La Justicia Especial de Paz es importante porque de su desempeño va a depender en buena parte la eficacia del cumplimiento de los acuerdos celebrados en La Habana, entre el gobierno de Colombia y las Farc. Como se recordará, los acuerdos no fueron aprobados en referendo, y las partes hicieron algunos ajustes, el gobierno los sometió al Congreso, y fueron elevados a la categoría de norma constitucional, lo cual no ayuda a hacer justicia, porque su redacción no es la propia de una norma, que debe ser clara, y su texto debe tener en cuenta el resto del marco normativo, para interpretar los hechos de manera congruente. Es cierto que las normas de Colombia son de mala calidad, porque los procesos institucionales no facilitan la selección de buenos legisladores y jueces, pero sería muy grave para la sociedad colombiana que quienes hayan cometido delitos de lesa humanidad, no tengan castigo, así aduzcan móviles políticos e incluso, sean los autores de normas futuras.
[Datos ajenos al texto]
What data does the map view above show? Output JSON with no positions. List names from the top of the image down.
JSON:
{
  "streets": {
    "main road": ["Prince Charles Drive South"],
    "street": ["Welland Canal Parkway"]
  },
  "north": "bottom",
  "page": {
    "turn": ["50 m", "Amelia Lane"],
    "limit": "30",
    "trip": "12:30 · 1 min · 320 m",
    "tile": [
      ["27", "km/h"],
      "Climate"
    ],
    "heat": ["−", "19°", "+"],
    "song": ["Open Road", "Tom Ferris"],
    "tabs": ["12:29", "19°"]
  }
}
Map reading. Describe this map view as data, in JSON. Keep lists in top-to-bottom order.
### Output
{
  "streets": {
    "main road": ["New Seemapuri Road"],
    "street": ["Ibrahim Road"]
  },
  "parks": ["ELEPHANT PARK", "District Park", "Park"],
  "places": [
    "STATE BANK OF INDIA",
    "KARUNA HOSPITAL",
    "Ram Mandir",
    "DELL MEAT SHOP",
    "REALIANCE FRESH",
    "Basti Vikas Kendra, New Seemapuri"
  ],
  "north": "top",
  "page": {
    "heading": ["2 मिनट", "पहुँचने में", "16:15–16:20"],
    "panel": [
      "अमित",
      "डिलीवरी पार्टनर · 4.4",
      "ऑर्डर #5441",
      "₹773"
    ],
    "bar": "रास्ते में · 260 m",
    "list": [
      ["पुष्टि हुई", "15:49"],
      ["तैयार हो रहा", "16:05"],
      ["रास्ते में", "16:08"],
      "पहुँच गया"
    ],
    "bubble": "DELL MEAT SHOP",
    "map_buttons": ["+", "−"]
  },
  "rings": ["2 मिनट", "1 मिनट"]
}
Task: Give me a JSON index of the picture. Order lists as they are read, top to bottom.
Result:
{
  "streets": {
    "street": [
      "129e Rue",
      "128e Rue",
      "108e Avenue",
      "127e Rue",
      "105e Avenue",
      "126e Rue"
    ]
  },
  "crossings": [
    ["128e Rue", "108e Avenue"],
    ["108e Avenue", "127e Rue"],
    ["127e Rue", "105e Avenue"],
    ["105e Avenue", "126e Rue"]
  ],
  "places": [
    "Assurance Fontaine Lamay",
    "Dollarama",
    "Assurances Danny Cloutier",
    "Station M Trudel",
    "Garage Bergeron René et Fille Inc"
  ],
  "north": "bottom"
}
Los acuerdos son extensos y verbosos; en los asuntos agrarios usan un lenguaje desueto, como si el campo colombiano tuviera como perspectiva minifundios cultivados con azadón por ingenuos enamorados de la vida rural. Todo eso es tolerable. Lo inaceptable es que no haya justicia en la valoración de conductas horribles, porque eso puede dificultar la consolidación de los acuerdos y erosionar el prestigio presidencial. Es cierto que la justicia colombiana es de mala calidad, y que las normas penales y de procedimiento penal no son efectivas, como comprueba el elevado índice de 25 homicidios por cada cien mil habitantes, cuando en casi todo el mundo el índice es de un solo dígito. Es cierto que habría sido imposible la aceptación de la justicia ordinaria dentro del marco de las negociaciones, porque ella no imparte confianza; basta considerar que los autores de delitos de cuello blanco no tienen pena real, como evidencia la corta condena de casa por cárcel a los más destacados agentes del mercado de valores, que violaron la confianza de su institucionalidad, bien público invaluable, cuando un ladrón de gallina va a una cárcel sobrepoblada, donde es sometido a toda clase de oprobios.

La Justicia Especial de Paz debe ser del más alto nivel profesional. No tiene que ser colombiana: debería contar con lo mejor de las ciencias jurídicas del mundo. Se trata de juzgar a un enemigo que ha aceptado reincorporarse a nuestras instituciones, y deben intervenir elementos técnicos superiores a los ofrecidos por nuestro marco jurídico. Ello es imposible si el procedimiento para escoger las personas de la JEP no es de buena calidad. Los acuerdos son imprecisos en esta materia. ¿Habrá derecho?